Ensuring everyone has the devices necessary to access the cloud - This is all about making sure that people have the right devices they need to access the platform. The big term Lourdes is using right now is "access anywhere, anytime, any device."
Removing on-site infrastructure - So many schools migrate to the cloud without harnessing the savings that they've made. So this means getting rid of backup software, support contracts and on-site licenses that they don't need anymore.
"It's about schools understanding what they've got and knowing where they're going to make savings. But really the big difference is that schools won't necessarily be relying on servers and local infrastructure, which is going to be replaced by devices and connectivity and Wi-Fi. Schools might be at different stages of the process, of course, but the outcome is always going to be the same and we see the process being completed by most schools and colleges within the next few years."
Being a school IT manager is not just a technical job, and it's not just a teaching and learning job either. It's about having individuals that can handle both sides of the coin in a collaborative working environment. They also need to be able to understand the different platforms and understand what the teachers and the students need to achieve their goals.
Matt explains, "If you go for Google workspace, are you going to stick with Chromebooks and do they meet all your needs? Or are you going to use Windows devices running Google software on them? Then you've got to have all the different logins and link them all together too."
Generally speaking, however, Matt recommends going all-in with an Office 365 or Google ecosystem because it's the most natural way to ensure everything is supported and that everything works and includes safeguarding.
He adds, "Safeguarding is one of the things that we always put at the forefront of what we're doing. The first questions we always ask are whether or not devices can be monitored effectively and safely. This is particularly relevant with more children taking devices home. You need to set clear boundaries and guidelines on what people can do at home and make sure that things are being monitored effectively."
There is also a massive shift in skill set for IT support people because everything's in the cloud. So where they used to have control over servers and maintenance, the more you put into the cloud, the more control that gets taken away from you. Ultimately it's a shift away from a technical job towards a more customer-focused role.
"There's still really exciting stuff to do," Matt continues, "but it is different. We're not managing servers much anymore. Does that mean that there won't be the same level of expertise required to do IT support? I don't think so. I think it's more that IT people will really need to hone their craft and really learn the platforms."
Whereas years ago your choices were limited to either a laptop or desktop, we now live in a world full of smart devices that are all connected, or at least have the potential to connect.
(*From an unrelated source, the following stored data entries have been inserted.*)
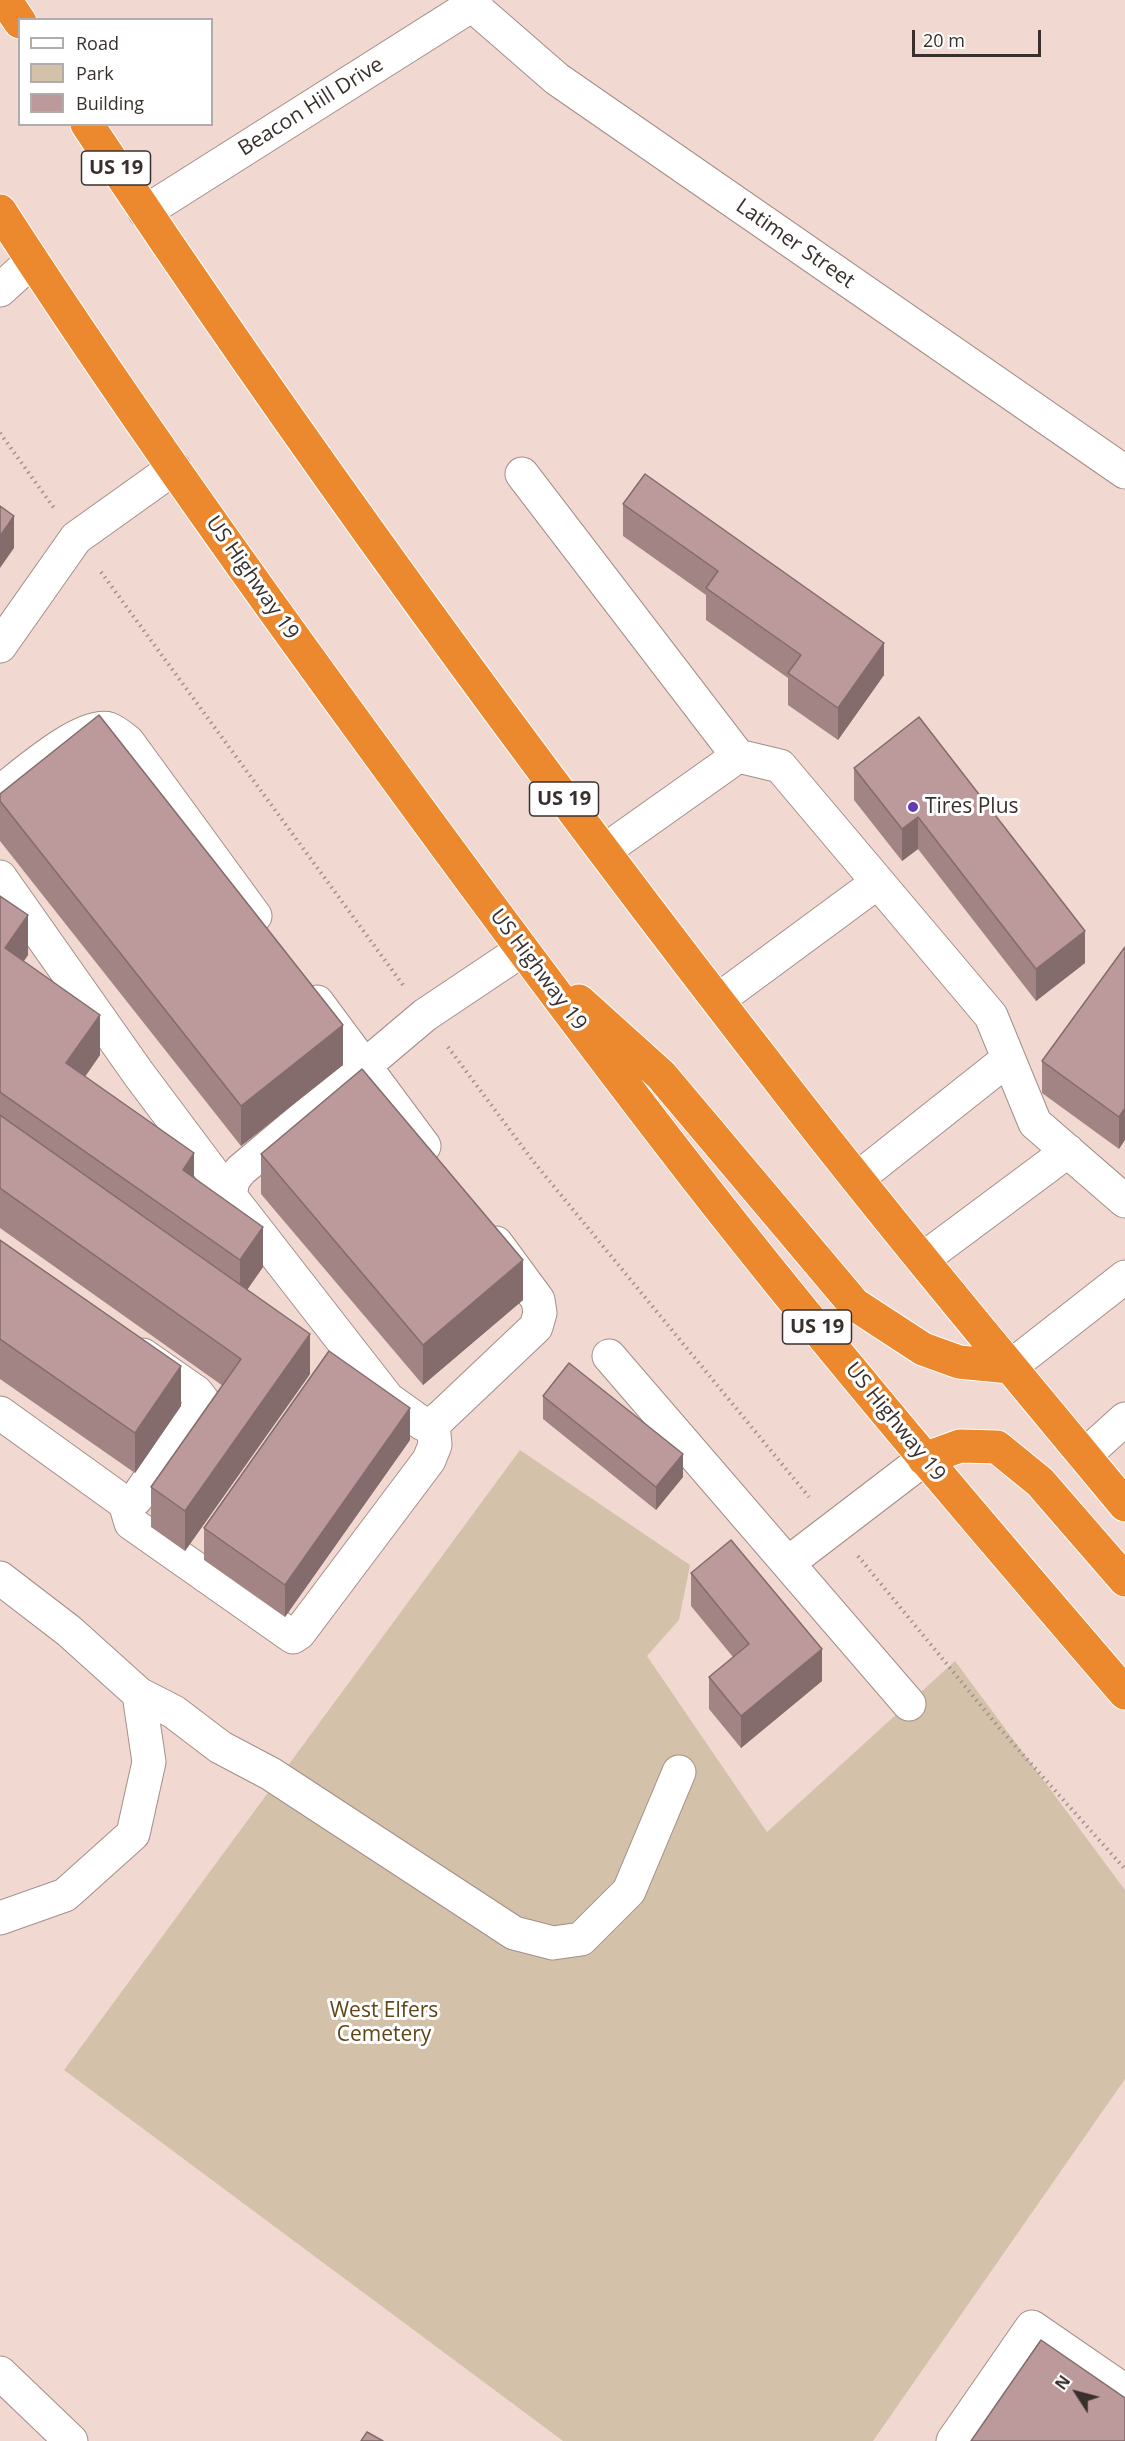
<!DOCTYPE html>
<html>
<head>
<meta charset="utf-8">
<style>
	body { margin:0 }
	#map { position:relative; width:1125px; height:2441px; overflow:hidden; background:#f1d9d2; font-family:"Open Sans",sans-serif }
	canvas { display:block }
	.legend { position:absolute; left:18px; top:18px; width:195px; height:108px; box-sizing:border-box; background:#fff; border:2px solid #b0acab; margin:0; padding:8px 10px; list-style:none; font-size:18px; color:#39302e }
	.legend li { display:flex; align-items:center; gap:12px; height:30px }
	.legend b { width:30px; border:2px solid #b0acab }
	.north { position:absolute; left:1047px; top:2363px; width:60px; height:60px; -webkit-text-stroke:4px #fff; paint-order:stroke; rotate:306deg; font-size:16px; font-weight:700; line-height:24px; text-align:center; color:#39302e }
	.north::after { content:''; display:block; margin:auto; width:21px; height:27px; background:#39302e; clip-path:polygon(50% 0,100% 100%,50% 72%,0 100%) }
	.scale { position:absolute; left:912px; top:30px; width:129px; height:27px; box-sizing:border-box; border:3px solid #39302e; border-top:0; padding-left:8px; font-size:18px; line-height:21px; white-space:nowrap; color:#39302e; -webkit-text-stroke:4px #fff; paint-order:stroke }
</style>
</head>
<body>
<div id="map">
<canvas width="1125" height="2441"></canvas>
<ul class="legend">
<li><b style="height:8px;background:#fff"></b>Road</li>
<li><b style="height:16px;background:#d3c2a9"></b>Park</li>
<li><b style="height:16px;background:#bc999a"></b>Building</li>
</ul>
<div class="north">N</div>
<div class="scale">20 m</div>
</div>
<script>
const c = document.querySelector('canvas').getContext('2d');
c.lineJoin = 'round';
function fillPath(path, color) {
  c.fillStyle = color;
  c.fill(path, 'evenodd');
}
function stroke(path, color, width, dash) {
  c.strokeStyle = color;
  c.lineWidth = width;
  c.lineCap = dash ? 'butt' : 'round';
  c.setLineDash(dash || []);
  c.stroke(path);
}
function write(font, color, halo, rows, align = 'center') {
  c.font = font + ' "Open Sans",sans-serif';
  c.lineWidth = 6;
  c.setLineDash([]);
  c.textBaseline = 'middle';
  c.strokeStyle = halo;
  c.fillStyle = color;
  for (const [text, x, y, turn = 0] of rows) {
    c.save();
    c.translate(x, y);
    c.rotate((+turn || 0) * Math.PI / 180);
    c.textAlign = isNaN(turn) ? turn : align;
    if (halo) c.strokeText(text, 0, 0);
    c.fillText(text, 0, 0);
    c.restore();
  }
}
fillPath(new Path2D(`
	M520,1450L690,1565L679,1620L647,1656L767,1832L955,1661L1125,1890V2079L873,2441H563L64,2070Z`), '#d3c2a9');
const minor = new Path2D(`
	M472,5L557,79L1125,472
	M145,212L472,5L476,0
	M0,290L32,261
	M522,474L738,756
	M0,646L76,538L174,468
	M0,792C21,776 83,721 109,729C115,731 123,738 128,742L255,916
	M604,851L738,756L780,766L991,1016L1035,1123L1125,1201
	M0,877L138,1073L230,1196
	M718,1000L878,882
	M317,1002L424,1146
	M858,1178L1008,1059
	M496,1243L538,1300L540,1313L536,1327L441,1417L433,1423L423,1424L388,1399L230,1196L233,1180L241,1170L425,1015L522,950
	M923,1259L1068,1151
	M609,1356L909,1704
	M1010,1367L1125,1277
	M0,1413L125,1503L136,1499L203,1401L196,1392L143,1355
	M1084,1456L1125,1419
	M125,1503L131,1523L293,1637L299,1633L429,1460L435,1445L433,1423
	M788,1563L924,1459
	M0,1578L69,1631L139,1694L149,1762L133,1834L65,1895L0,1918
	M139,1694L174,1712L220,1747L271,1774L514,1933L553,1943L581,1939L629,1891L679,1772
	M0,2373L71,2441
	M953,2441L1032,2327L1125,2391`);
const highway = new Path2D(`
	M5,0L20,22
	M87,124C308,457 545,780 790,1094C899,1234 1012,1369 1125,1505
	M0,211C118,394 245,572 374,748C479,892 585,1035 694,1175C832,1352 979,1523 1125,1693
	M579,1001L661,1075L854,1304L923,1349L959,1362L1010,1367
	M924,1459L960,1446L997,1447L1040,1482L1125,1580`);
stroke(minor, '#a48e87', 35);
stroke(highway, '#fff', 35);
stroke(new Path2D(`
	M0,433L54,508
	M101,572L403,985
	M448,1047L533,1161L809,1497
	M858,1556L1001,1730L1125,1869`), '#a1908b', 4, [1.5, 4.5]);
stroke(minor, '#fff', 33);
stroke(highway, '#ec882d', 33);
fillPath(new Path2D(`
	M623,504L884,675L838,740L788,705V678L706,620V595L623,536Z
	M919,717L1085,963L1036,1001L918,849L902,861L854,800V768Z
	M0,794L343,1065L241,1146L0,841Z
	M0,896L28,955L24,961L100,1055L85,1077L194,1178L263,1267L247,1290L310,1374L185,1551L151,1527V1487L223,1386L0,1228Z
	M1125,947L1119,1149L1042,1093V1061Z
	M261,1154L523,1300L423,1385L261,1194Z
	M0,1240L181,1406L135,1473L0,1379Z
	M543,1396L683,1477L656,1510L543,1419Z
	M410,1440L285,1617L204,1560V1528Z
	M691,1573L822,1681L741,1748L709,1709V1677L733,1657L691,1606Z`), '#a28484');
fillPath(new Path2D(`
	M14,516V548L0,568V536Z
	M884,643V675L838,740V708Z
	M918,817V849L902,861V829Z
	M28,915V955L5,988V948Z
	M1085,931V963L1036,1001V969Z
	M100,1015V1055L66,1103V1063Z
	M343,1025V1065L241,1146V1106Z
	M1125,1108V1140L1119,1149V1117Z
	M194,1153V1193L183,1170Z
	M263,1227V1267L240,1300V1260Z
	M523,1260V1300L423,1385V1345Z
	M310,1334V1374L185,1551V1511Z
	M181,1366V1406L135,1473V1433Z
	M410,1408V1440L285,1617V1585Z
	M683,1454V1477L656,1510V1487Z
	M822,1649V1681L741,1748V1716Z`), '#846b6c');
const building = new Path2D(`
	M645,474L884,643L838,708L788,673L801,655L706,588L718,571L623,504Z
	M0,506L14,516L0,536Z
	M99,715L343,1025L241,1106L0,801V794Z
	M919,717L1085,931L1036,969L918,817L902,829L854,768Z
	M0,896L28,915L5,948L100,1015L66,1063L194,1153L183,1170L263,1227L240,1260L0,1092Z
	M1125,947V1108L1119,1117L1042,1061Z
	M362,1069L523,1260L423,1345L261,1154Z
	M0,1115L310,1334L185,1511L151,1487L241,1359L0,1188Z
	M0,1240L181,1366L135,1433L0,1339Z
	M329,1351L410,1408L285,1585L204,1528Z
	M569,1363L683,1454L656,1487L543,1396Z
	M731,1540L822,1649L741,1716L709,1677L749,1644L691,1573Z
	M1041,2340L1125,2398V2441H971Z
	M367,2432L383,2441H361Z`);
fillPath(building, '#bc999a');
stroke(building, '#846b6c', 1.5);
for (const [x, y, r, color] of [
	[913,807,6,"#643ab1"]
]) {
  const dot = new Path2D();
  dot.arc(x, y, r, 0, 2 * Math.PI);
  c.fillStyle = color;
  c.fill(dot);
  stroke(dot, '#fff', 2);
}
for (const [x, y, w] of [
	[116,168,69],
	[564,799,69],
	[817,1327,69]
]) {
  const box = new Path2D();
  box.roundRect(x - w / 2, y - 17, w, 34, 4.5);
  c.fillStyle = '#fff';
  c.fill(box);
  stroke(box, '#39302e', 1.5);
}
write('bold 20px', '#39302e', null, [
	["US 19",116,168],
	["US 19",564,799],
	["US 19",817,1327]
]);
write('21px', '#39302e', '#fff', [
	["Beacon Hill Drive",311,107,-32],
	["Latimer Street",795,244,35],
	["US Highway 19",252,578,55],
	["US Highway 19",538,970,53],
	["US Highway 19",895,1422,51]
]);
write('21px', '#39302e', '#fff', [
	["Tires Plus",925,807]
], 'left');
write('21px', '#604516', '#fff', [
	["West Elfers",384,2011],
	["Cemetery",384,2035]
]);
</script>
</body>
</html>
It's been fascinating to see new initiatives like Microsoft Intune, the cloud-based service that allows users to manage iPads, Android devices and laptops from one centralised platform.
It's a great way forward for schools to be able to manage their IT solutions and it also allows them the freedom to choose the right solution for them. Matt offers an example: "Reception, up to year two, are never going to log in with a username and password, so you want to give them a tablet. But if it's an older kid, you want to start using a keyboard. If all of those devices can work together using the same platform and the same software, it makes everyone's jobs so much easier."
We're reaching towards a future where every child and every teacher has access to a linked device, and that's going to make life so much easier for all involved. Having the infrastructure in place is just one piece of the puzzle though, you also need the right people and the right tools to make the most of that infrastructure.